1

I was doing a regex golf the other day, and the task was to match 'u' at the end of the string without using $. The goal was to match "fu", "tofu" and "snafu" but not "futz", "fusillade", "functional" or "discombobulated".

I came up with fu[^tsn], which worked on regex101; however, it does not pass the test as it does not match any of "fu", "tofu" and "snafu" for some reason. I'd like to know why it is not working, and if there is a smarter way to work around this (bonus: is there any real-life situation where not using $ would be better).

Wiktor Stribiżew
  • 484,719
  • 26
  • 302
  • 397
Jingjie YANG
  • 565
  • 2
  • 8
  • 21
  • 2
    The question has been asked already.
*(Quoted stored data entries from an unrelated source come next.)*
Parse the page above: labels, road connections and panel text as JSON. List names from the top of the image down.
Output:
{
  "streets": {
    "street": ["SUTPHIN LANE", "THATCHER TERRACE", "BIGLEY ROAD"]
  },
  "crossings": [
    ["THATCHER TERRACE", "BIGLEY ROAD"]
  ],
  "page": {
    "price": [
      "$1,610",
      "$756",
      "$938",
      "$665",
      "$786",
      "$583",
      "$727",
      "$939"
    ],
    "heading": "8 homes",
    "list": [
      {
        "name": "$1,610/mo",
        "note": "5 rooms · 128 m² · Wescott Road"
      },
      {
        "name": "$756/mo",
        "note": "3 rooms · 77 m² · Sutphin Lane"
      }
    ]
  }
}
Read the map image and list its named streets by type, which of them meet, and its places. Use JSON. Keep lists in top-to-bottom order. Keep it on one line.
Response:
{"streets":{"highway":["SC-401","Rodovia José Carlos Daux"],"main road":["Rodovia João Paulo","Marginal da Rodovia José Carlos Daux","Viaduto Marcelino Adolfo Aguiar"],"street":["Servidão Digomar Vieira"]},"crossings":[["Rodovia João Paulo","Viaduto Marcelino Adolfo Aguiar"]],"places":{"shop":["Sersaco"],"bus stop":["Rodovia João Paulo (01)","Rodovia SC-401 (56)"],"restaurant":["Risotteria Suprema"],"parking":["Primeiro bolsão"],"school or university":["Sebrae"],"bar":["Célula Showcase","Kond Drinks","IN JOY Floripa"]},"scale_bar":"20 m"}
Add `(?!.)`. Can't find the other question now. – Wiktor Stribiżew Apr 11 '17 at 08:26
  • 1
    The question is not practical, thus closed. The `$` is actually a construct supported in all regex flavors, and should not be replaced with any other "alternatives" (the `\z` or `\Z` are specific cases that are language dependent). – Wiktor Stribiżew Apr 11 '17 at 08:34
  • 1
    The reason `fu[^tsn]` doesn't match "tofu" is that there is not one character which isn't t, s, or n after "fu" in that word. The approach to exclude alphabetics is flawed anyway -- `fu[^a-z]` would still match `fu-bar` for example; but even if your input consists solely of alphabetics, prohibiting any alphabetic after the match still doesn't solve the problem of matching only an empty string after the match. – tripleee Apr 11 '17 at 08:35

1 Answers1

8

You can find a list of available regex elements in https://stackoverflow.com/a/22944075/224671. Some that you can try to pass the RegexGolf test:

  • \b: matches the word boundary, assuming the input is always a single word
  • \z or \Z: matches the end of string (Note: not supported in JavaScript)
  • (?!.): negative look-ahead, matches as long as there is no next character, semantically equivalent to $.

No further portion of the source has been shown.